(EXERCISE INSTRUCTIONS): Using the listing below, return every line that includes "stream".

========================================

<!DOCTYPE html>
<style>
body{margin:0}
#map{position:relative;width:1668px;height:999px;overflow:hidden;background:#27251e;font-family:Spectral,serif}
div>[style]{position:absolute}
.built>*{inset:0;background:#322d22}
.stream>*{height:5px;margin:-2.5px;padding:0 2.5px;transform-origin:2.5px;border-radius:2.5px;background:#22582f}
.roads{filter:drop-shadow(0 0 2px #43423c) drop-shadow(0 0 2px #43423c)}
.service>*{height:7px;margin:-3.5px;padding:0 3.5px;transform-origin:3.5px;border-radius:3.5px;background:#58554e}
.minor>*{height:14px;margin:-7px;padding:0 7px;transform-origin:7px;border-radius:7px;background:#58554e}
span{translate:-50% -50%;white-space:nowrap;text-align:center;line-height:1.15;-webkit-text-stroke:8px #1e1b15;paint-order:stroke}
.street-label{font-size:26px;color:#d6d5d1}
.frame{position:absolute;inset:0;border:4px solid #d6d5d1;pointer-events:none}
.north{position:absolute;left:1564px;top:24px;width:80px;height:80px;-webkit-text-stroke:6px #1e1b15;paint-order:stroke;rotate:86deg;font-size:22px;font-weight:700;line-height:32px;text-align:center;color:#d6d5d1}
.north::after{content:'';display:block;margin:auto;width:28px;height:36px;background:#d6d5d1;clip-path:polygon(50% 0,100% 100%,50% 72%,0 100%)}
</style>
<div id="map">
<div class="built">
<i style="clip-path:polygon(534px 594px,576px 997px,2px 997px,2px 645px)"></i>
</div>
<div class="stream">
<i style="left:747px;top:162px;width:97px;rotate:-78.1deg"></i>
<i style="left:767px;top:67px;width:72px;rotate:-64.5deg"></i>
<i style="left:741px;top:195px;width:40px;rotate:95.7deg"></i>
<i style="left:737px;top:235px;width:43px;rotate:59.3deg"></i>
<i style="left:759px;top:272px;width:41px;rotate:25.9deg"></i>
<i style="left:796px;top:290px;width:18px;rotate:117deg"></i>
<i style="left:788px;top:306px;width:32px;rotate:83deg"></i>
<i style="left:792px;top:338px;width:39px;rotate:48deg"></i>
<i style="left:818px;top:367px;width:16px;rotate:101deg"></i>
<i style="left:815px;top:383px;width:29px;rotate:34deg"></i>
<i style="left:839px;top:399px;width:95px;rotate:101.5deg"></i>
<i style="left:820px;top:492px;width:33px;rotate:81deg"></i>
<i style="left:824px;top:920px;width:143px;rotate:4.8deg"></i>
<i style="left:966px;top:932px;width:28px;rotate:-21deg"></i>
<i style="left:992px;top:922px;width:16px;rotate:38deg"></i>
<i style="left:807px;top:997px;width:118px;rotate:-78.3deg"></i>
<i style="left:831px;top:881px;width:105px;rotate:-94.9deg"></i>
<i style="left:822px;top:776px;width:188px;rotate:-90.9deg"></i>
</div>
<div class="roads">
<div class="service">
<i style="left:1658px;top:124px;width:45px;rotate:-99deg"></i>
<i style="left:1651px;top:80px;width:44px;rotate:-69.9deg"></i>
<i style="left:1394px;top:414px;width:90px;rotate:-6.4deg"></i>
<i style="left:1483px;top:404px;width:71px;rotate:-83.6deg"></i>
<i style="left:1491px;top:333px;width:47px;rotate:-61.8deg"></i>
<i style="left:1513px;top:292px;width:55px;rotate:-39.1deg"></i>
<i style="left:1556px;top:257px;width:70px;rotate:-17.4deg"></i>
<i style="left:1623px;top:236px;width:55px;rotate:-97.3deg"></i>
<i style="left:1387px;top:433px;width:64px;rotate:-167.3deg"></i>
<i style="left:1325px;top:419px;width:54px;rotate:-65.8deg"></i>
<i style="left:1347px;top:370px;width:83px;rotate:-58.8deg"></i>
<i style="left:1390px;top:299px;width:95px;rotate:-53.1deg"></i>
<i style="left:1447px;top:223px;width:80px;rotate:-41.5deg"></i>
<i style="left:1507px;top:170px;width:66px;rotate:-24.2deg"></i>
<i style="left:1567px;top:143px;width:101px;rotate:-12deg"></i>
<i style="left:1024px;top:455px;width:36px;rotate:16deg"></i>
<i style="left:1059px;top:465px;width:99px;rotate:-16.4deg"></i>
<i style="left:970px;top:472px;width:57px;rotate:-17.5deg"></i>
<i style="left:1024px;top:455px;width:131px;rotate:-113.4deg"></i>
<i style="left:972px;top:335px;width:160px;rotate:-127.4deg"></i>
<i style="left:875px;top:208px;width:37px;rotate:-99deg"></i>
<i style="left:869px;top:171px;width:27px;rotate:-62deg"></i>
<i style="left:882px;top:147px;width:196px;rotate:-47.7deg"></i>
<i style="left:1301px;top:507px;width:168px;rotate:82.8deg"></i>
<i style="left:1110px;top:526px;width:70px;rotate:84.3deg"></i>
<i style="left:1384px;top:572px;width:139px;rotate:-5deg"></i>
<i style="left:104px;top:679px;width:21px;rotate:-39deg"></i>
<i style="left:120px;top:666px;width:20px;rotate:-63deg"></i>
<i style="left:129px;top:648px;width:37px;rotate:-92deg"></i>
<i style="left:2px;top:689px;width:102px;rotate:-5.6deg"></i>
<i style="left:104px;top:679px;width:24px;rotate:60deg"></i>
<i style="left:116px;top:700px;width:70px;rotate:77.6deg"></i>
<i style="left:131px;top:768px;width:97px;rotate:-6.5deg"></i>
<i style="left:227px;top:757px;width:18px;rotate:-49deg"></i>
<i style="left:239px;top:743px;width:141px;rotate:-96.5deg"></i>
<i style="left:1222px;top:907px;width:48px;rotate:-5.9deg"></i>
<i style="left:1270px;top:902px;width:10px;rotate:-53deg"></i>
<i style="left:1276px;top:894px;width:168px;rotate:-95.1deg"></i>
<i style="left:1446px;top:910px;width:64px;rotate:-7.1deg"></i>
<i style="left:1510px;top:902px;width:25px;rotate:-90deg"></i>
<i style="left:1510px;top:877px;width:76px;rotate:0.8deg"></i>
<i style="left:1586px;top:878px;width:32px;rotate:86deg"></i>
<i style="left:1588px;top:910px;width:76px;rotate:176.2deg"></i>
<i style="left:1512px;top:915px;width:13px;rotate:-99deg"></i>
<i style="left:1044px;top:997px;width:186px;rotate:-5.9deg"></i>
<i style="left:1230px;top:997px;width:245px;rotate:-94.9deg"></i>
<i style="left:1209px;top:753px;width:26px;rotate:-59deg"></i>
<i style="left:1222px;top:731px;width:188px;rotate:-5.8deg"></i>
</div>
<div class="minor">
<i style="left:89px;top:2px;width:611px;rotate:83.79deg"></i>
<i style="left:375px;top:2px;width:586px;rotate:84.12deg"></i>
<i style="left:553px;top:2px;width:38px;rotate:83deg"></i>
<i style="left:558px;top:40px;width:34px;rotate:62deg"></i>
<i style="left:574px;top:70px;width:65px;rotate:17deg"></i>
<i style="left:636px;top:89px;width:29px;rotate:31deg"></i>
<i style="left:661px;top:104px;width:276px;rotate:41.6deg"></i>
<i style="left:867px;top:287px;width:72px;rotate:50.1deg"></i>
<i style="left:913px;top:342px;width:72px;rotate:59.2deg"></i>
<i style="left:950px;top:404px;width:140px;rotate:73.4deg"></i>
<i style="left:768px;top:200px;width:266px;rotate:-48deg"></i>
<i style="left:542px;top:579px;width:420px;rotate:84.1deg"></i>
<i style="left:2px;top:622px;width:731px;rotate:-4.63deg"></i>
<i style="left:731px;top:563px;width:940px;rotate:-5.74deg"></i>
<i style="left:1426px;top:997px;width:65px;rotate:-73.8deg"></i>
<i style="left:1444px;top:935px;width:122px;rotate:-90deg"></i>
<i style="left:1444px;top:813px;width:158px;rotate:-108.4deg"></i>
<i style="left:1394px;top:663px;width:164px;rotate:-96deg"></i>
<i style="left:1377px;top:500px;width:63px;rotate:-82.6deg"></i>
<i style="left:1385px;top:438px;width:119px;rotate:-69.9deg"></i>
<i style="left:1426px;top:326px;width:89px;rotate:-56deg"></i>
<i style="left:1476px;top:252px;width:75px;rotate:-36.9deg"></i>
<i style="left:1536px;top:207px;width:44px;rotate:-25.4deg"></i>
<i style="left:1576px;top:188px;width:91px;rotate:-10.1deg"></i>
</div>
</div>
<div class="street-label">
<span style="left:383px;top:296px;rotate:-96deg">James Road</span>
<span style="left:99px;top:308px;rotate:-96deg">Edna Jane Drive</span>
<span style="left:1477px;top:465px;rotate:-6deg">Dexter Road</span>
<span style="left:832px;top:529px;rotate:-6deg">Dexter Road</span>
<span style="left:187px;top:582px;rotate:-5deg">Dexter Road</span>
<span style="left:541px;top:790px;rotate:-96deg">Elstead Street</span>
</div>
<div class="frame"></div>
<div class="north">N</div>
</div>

========================================

(OUTPUT OF THE TASK):
.stream>*{height:5px;margin:-2.5px;padding:0 2.5px;transform-origin:2.5px;border-radius:2.5px;background:#22582f}
<div class="stream">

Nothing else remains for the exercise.